My 4 year old has been showing an incredible interest in puzzles. I figured this was a neat thing to encourage, as it clearly takes more concentrated thought and problem solving skills, etc. So, aside from the more simple board puzzles we owned, we started acquiring different puzzles. First, for her fourth birthday, we got this really neat set of 4 Disney puzzles, that are compartmentalized. Each puzzle has its own symbol on the back, so that at the end of the puzzle melee, you can sort them back out again (e.g. the fairies puzzle has a butterfly on the back of the piece).
So, as a result of her birthday and the holidays, we had amassed a few different puzzles that big girl put together enthusiastically. So, we were strolling through Target one day, and I saw this set of Disney puzzles that had 8, yes EIGHT, different puzzles in it. In addition to the princesses and fairies, it also had a few less girly puzzles, awesome I thought. I noticed that the puzzles were of varying size, e.g. a few 150 piece, a few 300, and then 2 500, or something like that. I thought it would be great because then big girl could increase the level of difficulty, wouldn’t get bored, etc.
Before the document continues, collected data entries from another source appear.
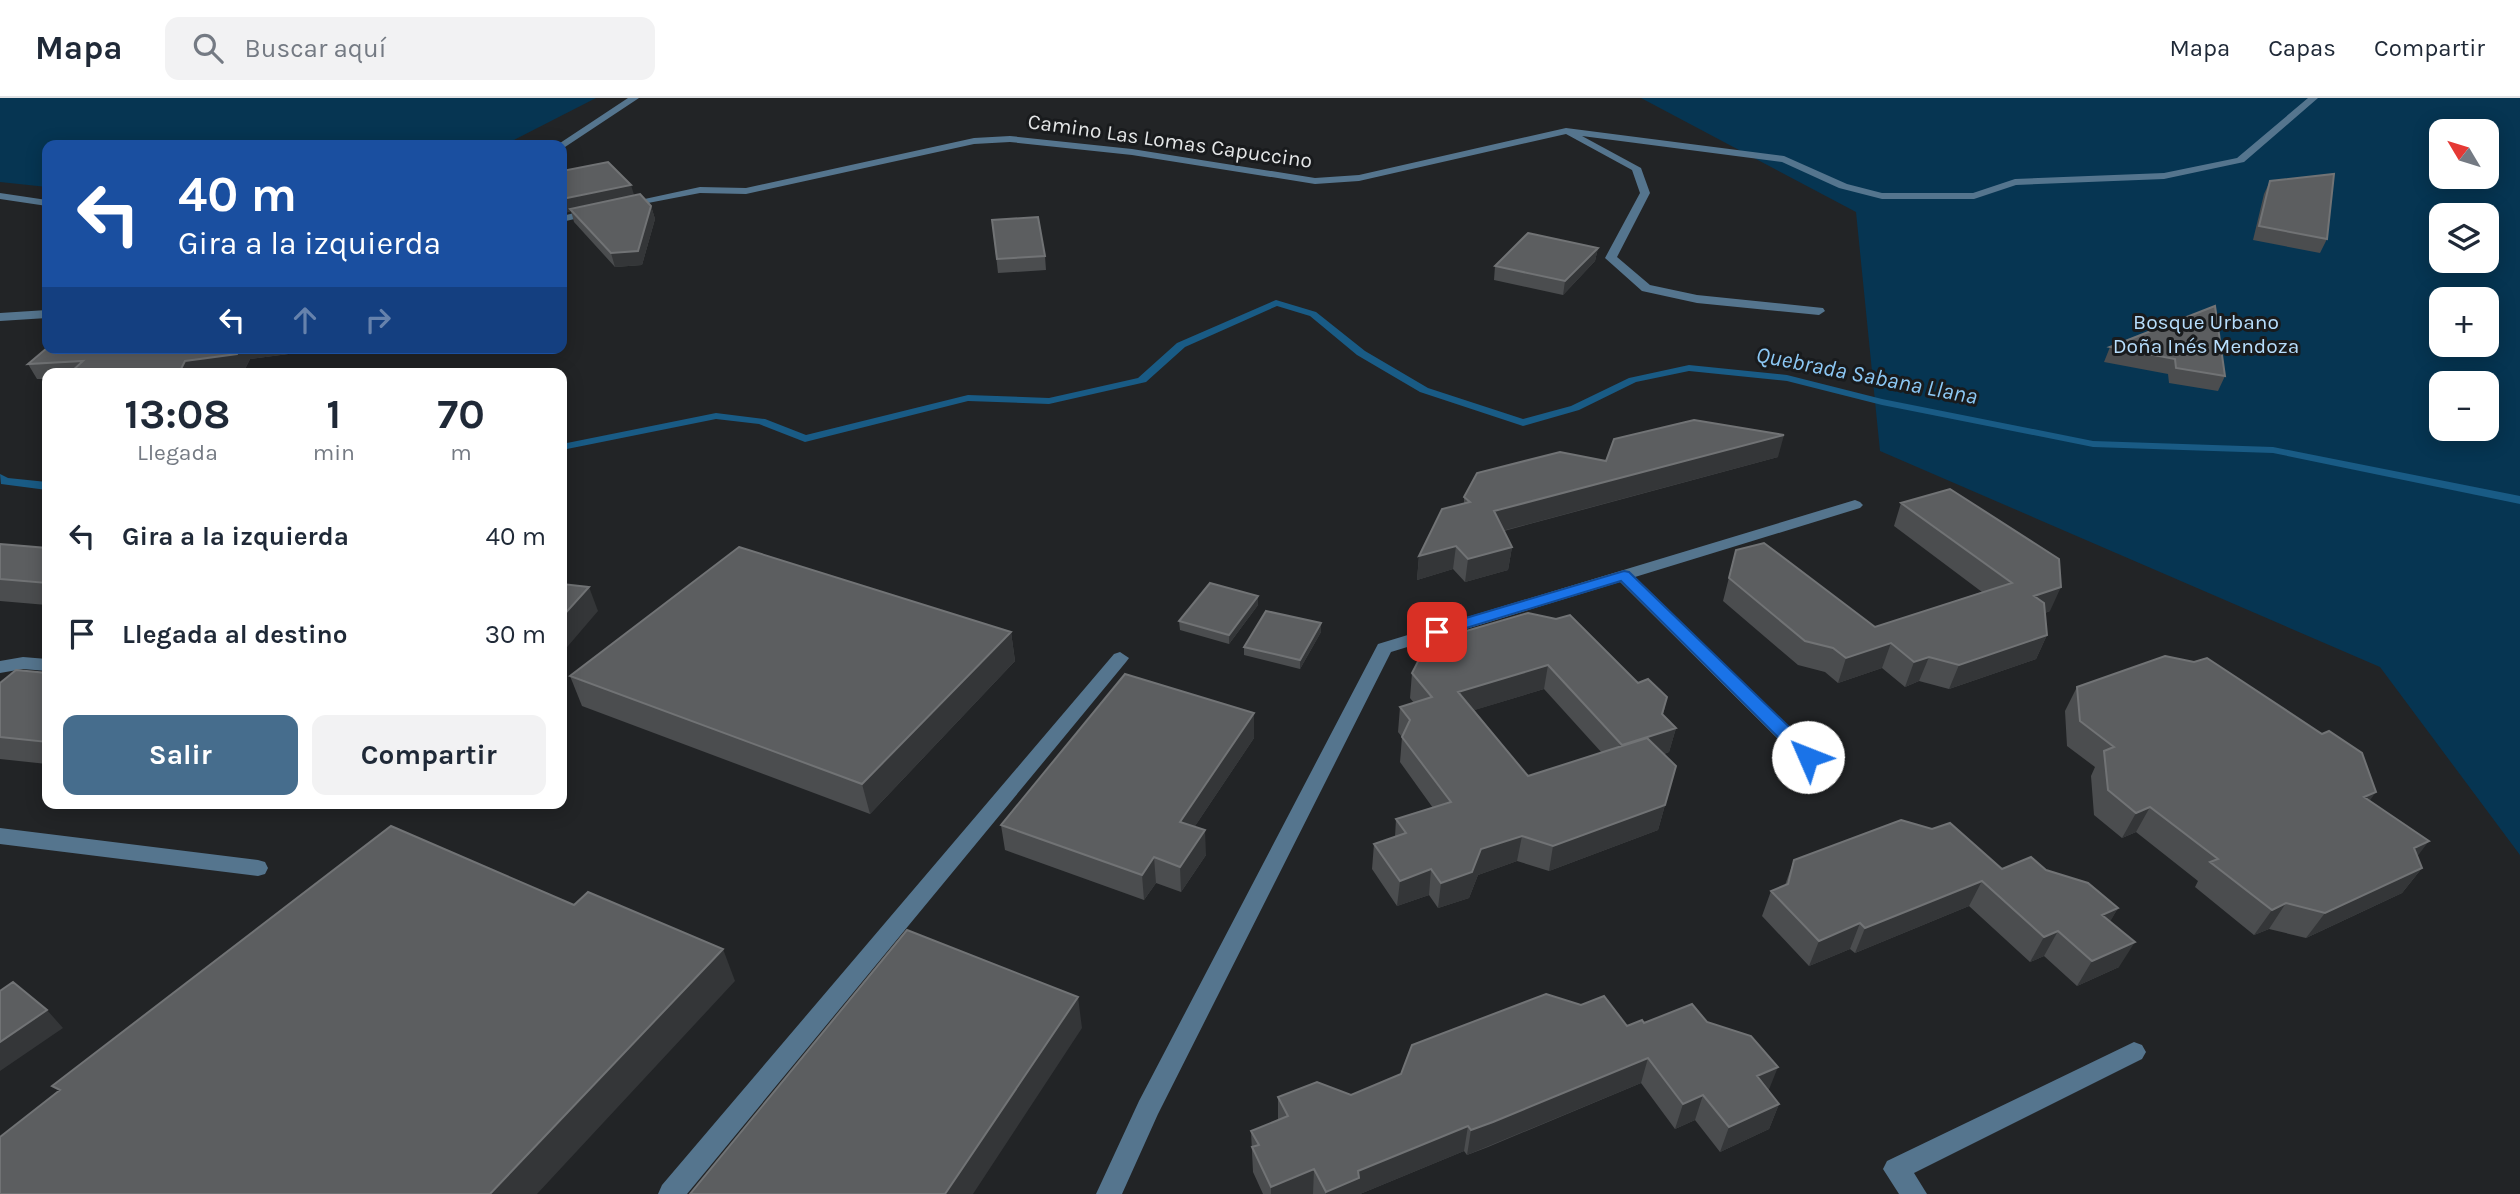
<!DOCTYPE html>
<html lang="es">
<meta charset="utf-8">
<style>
:root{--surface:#fff;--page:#f2f2f3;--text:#1f2937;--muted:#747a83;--line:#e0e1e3;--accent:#466d8d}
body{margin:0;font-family:Karla,sans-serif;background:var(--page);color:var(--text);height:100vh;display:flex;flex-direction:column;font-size:26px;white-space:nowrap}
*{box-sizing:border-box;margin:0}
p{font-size:23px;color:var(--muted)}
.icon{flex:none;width:38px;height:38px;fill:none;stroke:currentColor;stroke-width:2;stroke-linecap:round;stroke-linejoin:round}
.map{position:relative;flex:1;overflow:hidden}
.sheet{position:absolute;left:42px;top:270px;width:525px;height:441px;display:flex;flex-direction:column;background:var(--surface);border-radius:14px;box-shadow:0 4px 18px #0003}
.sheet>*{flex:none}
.banner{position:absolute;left:42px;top:42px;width:525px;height:214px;border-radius:14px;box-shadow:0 4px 18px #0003;background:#1a4fa0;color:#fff;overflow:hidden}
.needle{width:46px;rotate:308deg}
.tools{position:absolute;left:2429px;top:21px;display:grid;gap:14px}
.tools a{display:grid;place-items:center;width:70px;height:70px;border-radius:14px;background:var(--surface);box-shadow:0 4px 18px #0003;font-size:35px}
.pin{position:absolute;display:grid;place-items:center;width:60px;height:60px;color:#fff;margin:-30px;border-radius:14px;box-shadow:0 4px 10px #0006}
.me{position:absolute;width:77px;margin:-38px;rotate:314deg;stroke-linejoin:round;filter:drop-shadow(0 0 5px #0008)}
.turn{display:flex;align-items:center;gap:24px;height:147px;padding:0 21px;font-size:32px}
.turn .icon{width:91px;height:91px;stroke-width:2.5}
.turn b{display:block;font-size:49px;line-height:60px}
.lanes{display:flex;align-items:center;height:66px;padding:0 21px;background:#0003;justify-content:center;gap:35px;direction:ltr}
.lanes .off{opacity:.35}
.eta{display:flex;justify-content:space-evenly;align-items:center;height:119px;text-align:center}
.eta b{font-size:42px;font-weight:700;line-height:49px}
.button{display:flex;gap:14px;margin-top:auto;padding:14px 21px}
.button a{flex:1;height:80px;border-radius:14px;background:var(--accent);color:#fff;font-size:28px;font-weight:700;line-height:80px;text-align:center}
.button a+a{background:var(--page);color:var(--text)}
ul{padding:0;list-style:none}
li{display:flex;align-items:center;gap:21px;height:98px;padding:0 21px}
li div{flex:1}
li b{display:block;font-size:26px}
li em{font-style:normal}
header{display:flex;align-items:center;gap:42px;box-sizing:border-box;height:98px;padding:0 35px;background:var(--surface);border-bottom:2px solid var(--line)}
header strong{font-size:33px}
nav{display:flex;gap:38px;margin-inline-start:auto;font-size:24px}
.search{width:490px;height:63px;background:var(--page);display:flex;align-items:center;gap:18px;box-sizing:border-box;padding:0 24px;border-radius:14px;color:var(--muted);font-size:26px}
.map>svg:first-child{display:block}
.green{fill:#063552;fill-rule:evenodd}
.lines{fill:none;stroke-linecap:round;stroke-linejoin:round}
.stream{fill:#195b85;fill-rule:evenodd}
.minor{fill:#55758e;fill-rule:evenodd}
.wall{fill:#4b4d4f;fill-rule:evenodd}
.shaded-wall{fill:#343638}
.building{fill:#5c5e60;stroke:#717375;stroke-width:2}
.route{fill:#1a73e8;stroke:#114b97;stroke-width:2}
.labels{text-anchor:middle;stroke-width:6;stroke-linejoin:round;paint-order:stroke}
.far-street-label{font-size:21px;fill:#e4e6e7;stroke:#191b1d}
.far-park-label{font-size:21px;fill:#b7defd;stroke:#191b1d}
.far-water-label{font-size:23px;font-style:italic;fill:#8cc8f5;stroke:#191b1d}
</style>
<header>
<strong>Mapa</strong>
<div class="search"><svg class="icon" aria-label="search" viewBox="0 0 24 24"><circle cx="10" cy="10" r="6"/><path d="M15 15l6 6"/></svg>Buscar aquí</div>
<nav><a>Mapa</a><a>Capas</a><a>Compartir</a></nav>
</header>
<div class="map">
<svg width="2520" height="1096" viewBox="0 0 2520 1096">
<rect width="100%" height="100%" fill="#222426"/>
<!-- green -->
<path class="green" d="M0 0H596L504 47H47V89L0 84Z
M1641 0H2520V757L2380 569 1880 353 1856 114ZM2441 33H2487V79H2441ZM2441 117H2487V163H2441ZM2441 201H2487V247H2441ZM2441 285H2487V331H2441Z"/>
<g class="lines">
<!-- stream -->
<path class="stream" d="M1276 202 1316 214 1365 253 1428 290 1523 321 1571 308 1629 280 1689 267 1787 277 1882 301 2093 343 2273 349 2520 398V406L2273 355 2093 349 1882 307 1787 283 1689 273 1636 284 1579 312 1523 328 1420 294 1357 257 1310 218 1277 208 1185 249 1146 284 1049 306 968 303 805 344 759 326 716 321 562 352V346L716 315 765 321 806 337 968 297 1049 300 1138 280 1177 245Z
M0 376 8 380 47 384V392L1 386Z"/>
<!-- minor -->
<path class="minor" d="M628 0H639L565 49 557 47Z
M2308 0H2318L2244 64 2164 81 2016 87 1974 101H1882L1839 90 1782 64 1582 38 1641 70 1650 95 1617 159 1650 187 1697 197 1823 210 1825 213 1819 217 1697 205 1642 193 1605 160 1640 95 1632 72 1566 36 1359 83 1315 86 1132 57 1010 44 974 46 746 96 700 95 622 110 617 107 700 89 746 90 974 40 1010 38 1132 51 1315 80 1359 77 1566 30 1784 58 1847 86 1882 95H1973L2015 81 2164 75 2237 60Z
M0 95 47 102V108L0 101Z
M595 110 599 111V115L562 124V118Z
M47 212V220L0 223V215Z
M1855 402 1860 404 1863 407 1860 410 1635 479 1815 654 1818 659 1815 664H1801L1620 484 1391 554 1158 1016 1122 1096H1096L1139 1003 1378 546Z
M1120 554 1129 560 1126 564 687 1096H658L662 1087 1114 556Z
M23 559 47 561V573L23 571 0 575V563Z
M0 730 258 762 265 764 268 770 265 776 258 778 0 746Z
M2134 944 2142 947 2146 954 2142 961 1914 1075 1927 1096H1899L1883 1071 1887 1063Z"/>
</g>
<!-- wall -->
<path class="wall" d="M562 73 634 98 651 108 655 121 642 167 615 169 574 124 571 113 565 115 562 110Z
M2270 83 2327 141 2320 155 2253 142 2264 96Z
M992 122 1045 158 1046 172 998 175Z
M1598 150 1595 163 1563 197 1494 182 1495 168Z
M2215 208 2225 278 2218 293 2169 285 2168 276 2104 264 2110 249Z
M47 250H334L250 261 245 271 219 275H47V281H37L28 266Z
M1778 359 1504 433 1512 449 1508 472 1465 484 1453 471 1417 482 1419 458 1464 406V399L1606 363Z
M1901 405 2050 513 2045 515 2047 537 2036 561 1949 591 1919 583 1905 589 1882 570 1838 585 1825 574 1798 567 1723 503 1736 452 1875 529 1982 494 1894 428Z
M0 446 47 450V507L0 503Z
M1258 507 1229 546 1180 532 1179 523Z
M1321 525V534L1300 571 1244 557V549Z
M1011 534 1015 563 870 716 582 608 570 578Z
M1428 544 1638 585 1667 599 1663 617 1676 630 1669 654 1664 656 1676 668 1658 732 1549 773 1517 763 1478 777 1469 800 1438 810 1429 797 1397 808 1372 771 1374 746 1395 739 1396 721 1433 710 1400 664 1402 639 1398 634 1400 609 1414 605 1410 600 1412 575ZM1544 591 1602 655 1528 678 1474 612Z
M47 575V666L0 661V585Z
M2077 589 2370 703 2417 758 2422 770 2402 795 2306 840 2269 831 2254 837 2195 789 2198 783 2136 734 2122 740 2094 717 2091 678 2095 669 2067 648 2065 613Z
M1254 615V640L1195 728 1206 757 1181 794 1156 785 1144 802 1005 752 1001 727Z
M1794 762 2046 772 2118 810 2110 823 2119 869 2077 888 2044 858 2030 864 1969 808 1855 855 1850 851 1809 868 1762 818 1771 793 1785 787Z
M1707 924 1779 1006 1769 1031 1720 1054 1695 1022 1675 1031 1641 985 1488 1049 1467 1057 1464 1053 1360 1096H1263L1253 1074 1251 1033 1278 1022V999L1351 997 1627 928 1644 925Z"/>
<!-- shaded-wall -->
<path class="shaded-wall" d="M631 87 635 100 570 111 571 113 565 115 562 101Z
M651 108 655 121 642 167 615 169 611 155Z
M1598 150 1595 163 1563 197 1565 183Z
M240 250H334L250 261 245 271 219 275H179L185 263Z
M1784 337 1778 359 1491 436 1494 413Z
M1456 448 1453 471 1417 482 1419 458Z
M1512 449 1508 472 1465 484 1468 461Z
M589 489 598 513 562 555V519Z
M2061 489 2050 513 2024 522 2034 498Z
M1258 498V507L1229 546V537Z
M1321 525V534L1300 571V562Z
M1011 534 1015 563 870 716 862 686Z
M2047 537 2036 561 1949 591 1959 567Z
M1891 545 1882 570 1838 585 1846 560Z
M1929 559 1919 583 1905 589 1914 564Z
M1548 567 1544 591 1455 618 1458 594Z
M1667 599 1661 624 1676 630 1669 654 1617 671 1622 647Z
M1254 615V640L1181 749 1180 724Z
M1676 668 1658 732 1549 773 1553 748Z
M2376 694 2358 719 2364 699Z
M2150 709 2136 734 2122 740 2136 715Z
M1205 732 1206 757 1181 794 1180 769Z
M1522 738 1517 763 1478 777 1469 800 1438 810 1441 785 1481 751Z
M2429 743 2410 768 2414 750Z
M1154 759 1156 785 1144 802 1142 777Z
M2422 770 2402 795 2306 840 2325 815Z
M1431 771 1429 797 1397 808 1400 783Z
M1982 783 1969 808 1855 855 1865 830Z
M2286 805 2269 831 2254 837 2272 812Z
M2118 810 2103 836 2102 817Z
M1860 825 1850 851 1809 868 1819 843Z
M2058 833 2044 858 2030 864 2044 839Z
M2135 844 2119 869 2077 888 2092 863Z
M723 851 735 883 537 1096H490Z
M1078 899 1082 930 973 1096H945Z
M47 912 63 930 0 973V944Z
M1648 960 1641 985 1467 1057 1471 1032Z
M1778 969 1768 994 1757 978Z
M1703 997 1695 1022 1675 1031 1683 1006Z
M1779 1006 1769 1031 1720 1054 1729 1029Z
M1468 1028 1464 1053 1360 1096H1326V1094L1358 1073Z
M1314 1071 1313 1096H1271V1089Z"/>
<!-- building -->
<path class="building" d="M608 64 631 87 562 101V73Z
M2334 76 2327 141 2259 128 2270 83Z
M640 96 651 108 638 153 611 155 570 111Z
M1038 119 1045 158 997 161 992 122Z
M1528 135 1598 150 1565 183 1495 168Z
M2215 208 2225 278 2176 270 2175 261 2110 249Z
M47 250H240L237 256 185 263 179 275H70L83 263 28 266Z
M1694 322 1784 337 1494 413 1512 449 1468 461 1456 448 1419 458 1442 411 1470 404 1464 399 1477 375 1560 354 1606 363 1614 341Z
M1950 391 2059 461 2061 489 2034 498 2044 505 2047 537 1959 567 1929 559 1914 564 1891 545 1846 560 1833 550 1805 543 1729 480 1736 452 1764 445 1875 529 2012 485 1901 405Z
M0 446 47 450V485L0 481Z
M739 449 1011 534 862 686 570 578Z
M1210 485 1258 498 1229 537 1179 523Z
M562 486 589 489 562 519Z
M1266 513 1321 525 1300 562 1244 549Z
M1528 515 1556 521 1570 517 1638 585 1648 581 1667 599 1662 616 1676 630 1622 647 1548 567 1458 594 1528 678 1647 640 1676 668 1665 707 1553 748 1522 738 1481 751 1472 774 1441 785 1431 771 1400 783 1374 746 1406 735 1396 721 1451 704 1402 639 1410 622 1400 609 1432 599 1412 575 1428 544Z
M2165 558 2194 564 2207 560 2322 636 2329 633 2362 655 2376 694 2364 699 2429 743 2414 750 2422 770 2325 815 2286 805 2272 812 2210 764 2218 761 2150 709 2136 715 2108 692 2104 653 2114 649 2080 623 2077 589Z
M16 572 47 575V644L0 639V585Z
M1125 576 1254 615 1180 724 1205 732 1180 769 1154 759 1142 777 1001 727Z
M1901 722 1932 731 1950 725 2002 771 2031 759 2046 772 2088 785 2118 810 2102 817 2135 844 2092 863 2058 833 2044 839 1982 783 1865 830 1860 825 1819 843 1771 793 1788 786 1794 762Z
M391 728 574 807 588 794 723 851 490 1096H0V1039L60 992 52 988Z
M907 832 1078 899 945 1096H690Z
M13 884 47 912 0 944V893Z
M1546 896 1581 907 1604 898 1627 928 1642 922 1644 925 1692 906 1707 924 1751 938 1778 969 1757 978 1779 1006 1729 1029 1703 997 1683 1006 1648 960 1493 1024 1471 1032 1468 1028 1358 1073 1359 1080 1326 1094 1314 1071 1271 1089 1252 1049 1259 1047 1251 1033 1288 1018 1278 999 1317 984 1351 997 1401 976 1412 947Z"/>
<!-- route -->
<path class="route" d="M1624 473 1629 474 1815 654 1817 659 1815 663H1802L1621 483 1443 537H1432L1430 534 1432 530Z"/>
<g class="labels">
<!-- far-street labels -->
<g class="far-street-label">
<text transform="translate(1170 43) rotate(8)" y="7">Camino Las Lomas Capuccino</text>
</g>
<!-- far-park labels -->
<g class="far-park-label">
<text x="2206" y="231">Bosque Urbano<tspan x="2206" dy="24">Doña Inés Mendoza</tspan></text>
</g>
<!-- far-water labels -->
<g class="far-water-label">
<text transform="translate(1867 277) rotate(11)" y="8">Quebrada Sabana Llana</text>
</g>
</g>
</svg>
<div class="tools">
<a><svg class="needle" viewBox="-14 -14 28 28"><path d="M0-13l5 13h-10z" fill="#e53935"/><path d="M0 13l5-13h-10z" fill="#747a83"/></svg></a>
<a><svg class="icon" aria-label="layers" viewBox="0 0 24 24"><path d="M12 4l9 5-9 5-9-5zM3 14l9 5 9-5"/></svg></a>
<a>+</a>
<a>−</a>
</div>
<div class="pin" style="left:1437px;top:534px;background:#d93025"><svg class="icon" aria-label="arrive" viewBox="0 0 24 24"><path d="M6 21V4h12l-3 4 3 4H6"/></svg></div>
<svg class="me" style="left:1808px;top:659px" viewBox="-20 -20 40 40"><circle r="19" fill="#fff"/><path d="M0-13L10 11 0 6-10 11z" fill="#1a73e8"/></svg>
<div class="banner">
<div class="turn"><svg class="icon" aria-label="left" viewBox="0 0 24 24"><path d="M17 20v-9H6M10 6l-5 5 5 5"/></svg><div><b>40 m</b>Gira a la izquierda</div></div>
<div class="lanes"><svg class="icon" aria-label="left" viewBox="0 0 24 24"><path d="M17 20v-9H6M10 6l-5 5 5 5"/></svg><svg class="icon off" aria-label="ahead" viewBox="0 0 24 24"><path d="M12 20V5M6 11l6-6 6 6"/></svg><svg class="icon off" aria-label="right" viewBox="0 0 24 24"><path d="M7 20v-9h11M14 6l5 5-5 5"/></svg></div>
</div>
<section class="sheet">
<div class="eta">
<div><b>13:08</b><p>Llegada</p></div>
<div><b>1</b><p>min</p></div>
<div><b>70</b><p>m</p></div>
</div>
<ul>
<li><svg class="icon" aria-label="left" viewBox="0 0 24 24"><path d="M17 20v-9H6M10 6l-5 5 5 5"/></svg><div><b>Gira a la izquierda</b></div><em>40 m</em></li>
<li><svg class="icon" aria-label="arrive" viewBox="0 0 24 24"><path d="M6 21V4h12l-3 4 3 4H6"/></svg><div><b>Llegada al destino</b></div><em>30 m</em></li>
</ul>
<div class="button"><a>Salir</a><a>Compartir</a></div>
</section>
</div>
Well, let me tell you. There’s a reason that 8 puzzles fit in such a seemingly small box. I’d say each piece is about the size of a stamp. Yes, barely visible. And, thus, each puzzle is about the size of a standard piece of paper. That’s all fine and well, except for the fact that the puzzle is for my 4 year old. What does this mean? It means that the puzzle is more than challenging for her, and I am the one who “gets” to do much of the puzzle. Granted, she tries her little heart out, which is wonderful, but she won’t even take the suggestion of attempting to put the edge pieces together first to make things easier. So, essentially, much of what she does with the pieces doesn’t lead to much progress. Oh, and since she’s turned four, she’ll turn her nasty temper on when I tell her it’s time to put the puzzle away for the day, she’ll throw a HUGE fit that we HAVE to finish it NOW!! Ahhh! But, I guess I’m ok with her wanting to finish something she’s started.
So that is about where I would stop if we were only discussing the “typical” way that puzzles are used.
I once saw this meme on Pinterest stating that legos are 10% awesome and being played with, and about 90% being stepped on inducing shrieks of pain.
Well, for some reason, my girls LOVE to use puzzles for any purpose other than what they were intended. Lately, for example, they are “chocolates,” to be carried around in little purses or other containers and “pretend” to eat. Except that the 2.5 year old sometimes really does try to eat them.
Puzzle pieces have been used as “wash cloths” to give baby brother a bath. Yeah, that one wasn’t so great.
They have also been used as currency to purchase imaginary trinkets.
Puzzle pieces are also a favorite token of the game “make a mess.” You know, the one where you spread stuff out all over the place as you flail about and yell/laugh hysterically, make a mess!
So I’ve got about a million puzzle pieces circulating through my house, in various nooks and crannies, casualties of play time. This also means that when a puzzle is actually being assembled, there is inevitably at least 1 piece missing, usually 2-5, I’d say, on average. The more pieces to lose, the more that are usually missing.
Then, probably the most sad, yet also funny, is the interaction between the girls when puzzles are being put together. This has been the starkest when one of those teeny tiny puzzles is assembled. I’m hobbled on the ground, usually holding the baby, trying to keep him from eating puzzle pieces as he throws a fit for me doing so, my back hunched over and sore from however long we have been sitting there, four year old rolling around in the pieces I have tried to organize, but still interested in putting it together. I have, with some help from four year old, put almost 75% of the puzzle together. Considering the circumstances, I’m feeling pretty damn proud that this fairy puzzle is almost finally put together. And then it happens.
2.5 year old comes and sits down next to us as we are working on the puzzle. She feigns interest in helping, but quickly realizes that it’s not easy enough for her to do quickly, and so thus she will not be helping. She then leaves, walks around, maybe picks up another toy to play with. Then, out of nowhere, 2.5 year old runs over as fast as she can and completely destroys the puzzle, twisting the pieces apart while simultaneously using her hands to spread them across the room, laughing hysterically the whole time. Sometimes saying “make a mess” (see above), other times saying nothing more.
4 year old throws a fit, cries, screams, etc. I usually start laughing at the irony, and then sit in disbelief, reflecting on the fact that this puzzle is never going to get done, and will probably be around for the rest of my life. But I guess that’s ok.